# Is the Sage Duo Temp Pro a worthwhile upgrade?



## Vulpes (Nov 30, 2017)

Recently purchased a Krups Calvi Espresso machine during the Black Friday promotion (120 pounds), it has some interesting features for a budget machine like auto-purge and 3s low-pressure preinfusion. Although it can make some really decent shots, I found the steam wand to be a bit too underpowered my liking (it's even weaker than my previous 3-year-old Delonghi Eco310 without the Panarello attachment). It struggles to even froth (not to mention heat up) a small volume of milk (120-150ml) before the 75s auto shut off feature kicks in.

Unfortunately, the steam wand issue is a deal breaker for me but I have been thinking about returning the machine and upgrading to the Sage Duo Temp Pro. Will that machine be a worthwhile upgrade (for a 200 pound premium) especially in terms of milk frothing (steam wand pressure) and espresso extraction? Or should I just save the money and buy a better grinder instead (currently using the Hario Mini Mill)?

Thanks.


----------



## joey24dirt (Jan 28, 2017)

Have you had a look on YouTube at some videos of the DTP? I'd start there maybe and get a feel for what they are like if you haven't already.

I love mine and I'm pretty sure I get on everyone's nerves banging on about them. They are a bit different to steaming with a boiler due to the thermocoil/block (can never remember which) and take a little longer, but with practice you can achieve excellent results.

I have mine paired with a mazzer SJ and really like what I make from it.

Hope this helped


----------



## ATZ (Aug 4, 2017)

joey24dirt said:


> Have you had a look on YouTube at some videos of the DTP? I'd start there maybe and get a feel for what they are like if you haven't already.
> 
> I love mine and I'm pretty sure I get on everyone's nerves banging on about them. They are a bit different to steaming with a boiler due to the thermocoil/block (can never remember which) and take a little longer, but with practice you can achieve excellent results.
> 
> ...


I'd echo Joey's comment.

I bought one as my first foray back into home espresso also paired with a Mazzer Super Jolly.

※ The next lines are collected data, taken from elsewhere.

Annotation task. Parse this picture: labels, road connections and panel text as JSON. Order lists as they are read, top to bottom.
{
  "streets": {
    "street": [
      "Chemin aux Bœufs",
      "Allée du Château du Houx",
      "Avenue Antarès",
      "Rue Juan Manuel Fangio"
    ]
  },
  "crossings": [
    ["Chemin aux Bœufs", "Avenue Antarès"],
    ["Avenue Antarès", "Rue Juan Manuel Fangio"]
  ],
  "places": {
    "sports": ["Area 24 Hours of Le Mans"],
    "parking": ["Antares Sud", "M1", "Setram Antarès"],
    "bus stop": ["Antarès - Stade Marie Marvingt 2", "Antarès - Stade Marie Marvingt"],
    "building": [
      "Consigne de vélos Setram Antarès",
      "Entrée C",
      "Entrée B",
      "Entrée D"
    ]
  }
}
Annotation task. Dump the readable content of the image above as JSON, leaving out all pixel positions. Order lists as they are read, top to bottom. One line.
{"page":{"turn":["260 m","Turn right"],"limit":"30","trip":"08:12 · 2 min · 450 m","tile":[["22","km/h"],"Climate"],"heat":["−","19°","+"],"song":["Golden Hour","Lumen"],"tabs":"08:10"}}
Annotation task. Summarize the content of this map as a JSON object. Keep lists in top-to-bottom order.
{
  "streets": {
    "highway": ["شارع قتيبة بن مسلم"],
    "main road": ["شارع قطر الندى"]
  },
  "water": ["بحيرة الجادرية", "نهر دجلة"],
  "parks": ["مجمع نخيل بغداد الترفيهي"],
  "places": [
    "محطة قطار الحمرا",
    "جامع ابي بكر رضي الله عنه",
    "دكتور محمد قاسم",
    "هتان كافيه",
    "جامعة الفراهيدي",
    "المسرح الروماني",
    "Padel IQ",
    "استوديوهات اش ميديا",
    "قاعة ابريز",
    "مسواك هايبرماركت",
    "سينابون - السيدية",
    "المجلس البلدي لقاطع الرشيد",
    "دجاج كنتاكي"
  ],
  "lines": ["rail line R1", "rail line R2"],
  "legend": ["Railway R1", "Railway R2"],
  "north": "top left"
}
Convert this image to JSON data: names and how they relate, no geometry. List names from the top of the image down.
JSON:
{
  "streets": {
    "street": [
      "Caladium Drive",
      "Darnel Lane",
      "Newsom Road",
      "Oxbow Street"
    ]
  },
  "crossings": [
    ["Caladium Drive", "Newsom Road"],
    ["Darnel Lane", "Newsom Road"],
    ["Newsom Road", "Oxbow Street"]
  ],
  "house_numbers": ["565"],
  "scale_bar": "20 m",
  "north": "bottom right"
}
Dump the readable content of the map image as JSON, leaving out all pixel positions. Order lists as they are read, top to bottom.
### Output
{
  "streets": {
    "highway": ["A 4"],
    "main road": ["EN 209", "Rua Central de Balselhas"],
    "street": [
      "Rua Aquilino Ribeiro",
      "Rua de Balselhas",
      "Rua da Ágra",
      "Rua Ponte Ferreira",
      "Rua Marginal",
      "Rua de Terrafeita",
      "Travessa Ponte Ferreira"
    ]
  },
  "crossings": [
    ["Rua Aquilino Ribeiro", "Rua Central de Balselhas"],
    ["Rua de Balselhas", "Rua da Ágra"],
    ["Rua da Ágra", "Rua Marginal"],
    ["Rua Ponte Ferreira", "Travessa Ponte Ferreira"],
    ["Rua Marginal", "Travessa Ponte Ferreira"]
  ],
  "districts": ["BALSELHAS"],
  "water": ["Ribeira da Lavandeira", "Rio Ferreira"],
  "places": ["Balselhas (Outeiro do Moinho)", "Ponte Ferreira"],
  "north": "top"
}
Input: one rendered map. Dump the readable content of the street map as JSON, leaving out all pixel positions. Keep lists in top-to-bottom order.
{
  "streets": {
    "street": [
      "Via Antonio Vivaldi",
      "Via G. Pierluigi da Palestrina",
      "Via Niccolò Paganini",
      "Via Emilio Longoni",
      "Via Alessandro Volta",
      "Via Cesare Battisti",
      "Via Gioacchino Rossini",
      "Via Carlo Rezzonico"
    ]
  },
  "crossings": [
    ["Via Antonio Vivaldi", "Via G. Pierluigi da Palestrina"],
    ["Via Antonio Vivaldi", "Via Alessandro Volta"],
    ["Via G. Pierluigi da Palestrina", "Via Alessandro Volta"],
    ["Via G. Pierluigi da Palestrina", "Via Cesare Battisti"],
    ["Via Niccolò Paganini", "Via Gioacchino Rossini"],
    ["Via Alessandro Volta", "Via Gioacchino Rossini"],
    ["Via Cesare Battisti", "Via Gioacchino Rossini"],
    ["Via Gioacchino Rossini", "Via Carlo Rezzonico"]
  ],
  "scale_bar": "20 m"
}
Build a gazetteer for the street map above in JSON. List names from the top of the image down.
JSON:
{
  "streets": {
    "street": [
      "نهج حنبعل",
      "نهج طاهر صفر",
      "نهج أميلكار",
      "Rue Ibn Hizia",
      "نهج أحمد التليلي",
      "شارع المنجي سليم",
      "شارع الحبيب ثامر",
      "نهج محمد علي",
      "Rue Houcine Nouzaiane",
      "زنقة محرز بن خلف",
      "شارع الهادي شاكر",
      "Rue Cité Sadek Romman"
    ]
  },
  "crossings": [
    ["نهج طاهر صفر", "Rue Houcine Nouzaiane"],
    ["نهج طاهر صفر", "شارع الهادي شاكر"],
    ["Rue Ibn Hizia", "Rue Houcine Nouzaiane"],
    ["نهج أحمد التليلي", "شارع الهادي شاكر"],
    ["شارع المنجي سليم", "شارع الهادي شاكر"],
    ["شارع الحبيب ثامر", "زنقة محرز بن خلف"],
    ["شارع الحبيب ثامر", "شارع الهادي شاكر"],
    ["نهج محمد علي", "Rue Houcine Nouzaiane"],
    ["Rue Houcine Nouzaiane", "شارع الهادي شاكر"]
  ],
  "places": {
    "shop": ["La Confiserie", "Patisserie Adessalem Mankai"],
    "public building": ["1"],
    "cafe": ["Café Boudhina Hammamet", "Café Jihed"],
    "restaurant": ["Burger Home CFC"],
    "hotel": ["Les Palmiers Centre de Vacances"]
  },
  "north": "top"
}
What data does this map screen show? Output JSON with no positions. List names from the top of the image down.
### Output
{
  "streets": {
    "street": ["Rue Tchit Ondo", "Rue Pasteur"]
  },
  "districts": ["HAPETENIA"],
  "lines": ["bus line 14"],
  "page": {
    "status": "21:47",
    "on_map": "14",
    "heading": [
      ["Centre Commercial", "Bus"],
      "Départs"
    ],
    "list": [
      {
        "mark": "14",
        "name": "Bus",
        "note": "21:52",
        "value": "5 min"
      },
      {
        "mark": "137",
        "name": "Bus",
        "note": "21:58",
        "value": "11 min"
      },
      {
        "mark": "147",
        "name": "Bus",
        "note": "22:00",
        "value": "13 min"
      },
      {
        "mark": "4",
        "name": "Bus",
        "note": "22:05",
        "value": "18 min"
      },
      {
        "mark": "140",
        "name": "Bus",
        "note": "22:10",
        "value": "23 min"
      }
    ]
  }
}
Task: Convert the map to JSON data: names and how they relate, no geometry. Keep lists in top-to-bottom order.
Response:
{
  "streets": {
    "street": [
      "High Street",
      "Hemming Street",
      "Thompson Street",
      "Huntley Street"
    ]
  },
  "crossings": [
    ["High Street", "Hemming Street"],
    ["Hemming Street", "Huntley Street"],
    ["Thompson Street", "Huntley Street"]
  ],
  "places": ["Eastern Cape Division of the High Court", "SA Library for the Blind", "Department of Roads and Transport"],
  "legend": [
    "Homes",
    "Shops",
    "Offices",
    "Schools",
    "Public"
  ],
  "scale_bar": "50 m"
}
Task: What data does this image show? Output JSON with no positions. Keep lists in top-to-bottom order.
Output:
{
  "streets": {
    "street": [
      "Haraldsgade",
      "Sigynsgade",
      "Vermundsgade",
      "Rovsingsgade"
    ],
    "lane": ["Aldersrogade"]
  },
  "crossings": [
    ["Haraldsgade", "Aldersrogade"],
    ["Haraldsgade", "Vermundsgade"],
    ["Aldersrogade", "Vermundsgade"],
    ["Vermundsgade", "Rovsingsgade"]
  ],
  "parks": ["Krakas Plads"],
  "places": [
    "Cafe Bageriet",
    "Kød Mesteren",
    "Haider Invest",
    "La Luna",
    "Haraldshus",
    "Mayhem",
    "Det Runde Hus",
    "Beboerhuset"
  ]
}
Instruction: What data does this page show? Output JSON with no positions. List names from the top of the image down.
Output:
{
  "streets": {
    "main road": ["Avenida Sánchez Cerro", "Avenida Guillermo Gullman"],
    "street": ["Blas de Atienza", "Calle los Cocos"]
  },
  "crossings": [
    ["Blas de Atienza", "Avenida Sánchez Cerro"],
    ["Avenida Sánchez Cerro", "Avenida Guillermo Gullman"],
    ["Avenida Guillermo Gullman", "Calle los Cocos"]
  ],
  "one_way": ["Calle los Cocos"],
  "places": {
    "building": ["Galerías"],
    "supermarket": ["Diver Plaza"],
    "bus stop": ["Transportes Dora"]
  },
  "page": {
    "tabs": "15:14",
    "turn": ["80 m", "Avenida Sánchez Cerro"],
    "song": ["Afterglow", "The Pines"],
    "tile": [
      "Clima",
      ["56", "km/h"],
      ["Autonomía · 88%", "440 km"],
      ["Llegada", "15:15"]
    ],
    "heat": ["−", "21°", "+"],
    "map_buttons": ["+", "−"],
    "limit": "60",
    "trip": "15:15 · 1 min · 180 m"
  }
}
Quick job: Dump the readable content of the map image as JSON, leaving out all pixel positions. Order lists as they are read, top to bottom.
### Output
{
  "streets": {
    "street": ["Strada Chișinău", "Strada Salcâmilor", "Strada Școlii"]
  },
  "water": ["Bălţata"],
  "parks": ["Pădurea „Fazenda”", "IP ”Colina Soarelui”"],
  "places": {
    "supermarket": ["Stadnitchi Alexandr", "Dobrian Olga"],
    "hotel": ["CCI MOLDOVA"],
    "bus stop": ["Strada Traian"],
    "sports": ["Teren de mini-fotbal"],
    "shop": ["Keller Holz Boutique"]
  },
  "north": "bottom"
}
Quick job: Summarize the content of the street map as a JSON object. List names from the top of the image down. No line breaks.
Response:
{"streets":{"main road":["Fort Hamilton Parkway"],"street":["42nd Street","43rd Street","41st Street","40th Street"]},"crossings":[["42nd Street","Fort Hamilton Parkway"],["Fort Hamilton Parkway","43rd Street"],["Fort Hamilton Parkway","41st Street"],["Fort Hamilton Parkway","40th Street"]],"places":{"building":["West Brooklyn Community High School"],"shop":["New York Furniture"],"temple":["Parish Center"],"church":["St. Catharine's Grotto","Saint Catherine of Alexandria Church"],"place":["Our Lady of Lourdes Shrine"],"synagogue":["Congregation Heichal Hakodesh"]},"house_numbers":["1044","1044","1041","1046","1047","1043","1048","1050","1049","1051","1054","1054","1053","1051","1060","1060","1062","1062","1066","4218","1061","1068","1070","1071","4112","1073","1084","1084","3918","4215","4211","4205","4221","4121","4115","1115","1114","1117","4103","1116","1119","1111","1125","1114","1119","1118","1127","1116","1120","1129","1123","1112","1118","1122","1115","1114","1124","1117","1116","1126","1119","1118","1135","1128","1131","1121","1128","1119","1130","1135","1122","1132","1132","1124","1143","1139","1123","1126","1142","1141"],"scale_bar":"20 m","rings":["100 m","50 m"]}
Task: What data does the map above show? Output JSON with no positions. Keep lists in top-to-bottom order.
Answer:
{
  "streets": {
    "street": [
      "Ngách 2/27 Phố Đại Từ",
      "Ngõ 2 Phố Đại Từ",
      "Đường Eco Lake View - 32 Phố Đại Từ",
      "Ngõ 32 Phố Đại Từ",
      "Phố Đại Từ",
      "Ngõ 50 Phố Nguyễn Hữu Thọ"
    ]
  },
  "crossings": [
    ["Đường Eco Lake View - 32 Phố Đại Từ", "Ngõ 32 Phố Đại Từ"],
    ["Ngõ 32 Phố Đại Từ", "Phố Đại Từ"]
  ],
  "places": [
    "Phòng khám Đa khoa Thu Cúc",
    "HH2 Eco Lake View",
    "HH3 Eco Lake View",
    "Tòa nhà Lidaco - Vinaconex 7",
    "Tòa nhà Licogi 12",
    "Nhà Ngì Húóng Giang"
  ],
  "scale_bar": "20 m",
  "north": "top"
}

It makes excellent coffee, consistently.

Streaming takes a bit more patience and is longer than a single boiler or heat exchanger but I can produce latte art quality milk with it in around 60-90secs of steaming.

Considering you could pick one up second hand very lightly used or refurbished it's a no brain upgrade from my perspective.


----------



## Vulpes (Nov 30, 2017)

> Have you had a look on YouTube at some videos of the DTP? I'd start there maybe and get a feel for what they are like if you haven't already.
> 
> I love mine and I'm pretty sure I get on everyone's nerves banging on about them. They are a bit different to steaming with a boiler due to the thermocoil/block (can never remember which) and take a little longer, but with practice you can achieve excellent results.
> 
> ...





> Have you had a look on YouTube at some videos of the DTP? I'd start there maybe and get a feel for what they are like if you haven't already.
> 
> I love mine and I'm pretty sure I get on everyone's nerves banging on about them. They are a bit different to steaming with a boiler due to the thermocoil/block (can never remember which) and take a little longer, but with practice you can achieve excellent results.
> 
> ...


Thanks for the quick answers, I did watch a number of youtube videos on the Duo Temp Pro. The steam wand seems to do a good job of texturing the milk (plus it doesn't have an auto shut-off feature) once you get used to it. Just curious, what is the volume of milk that you normally froth? Oh yeah, how's the general reliability of this espresso machine, encountered any technical problems so far?


----------



## joey24dirt (Jan 28, 2017)

I think I normally use 100-150ml of milk depending on the size of jug I use.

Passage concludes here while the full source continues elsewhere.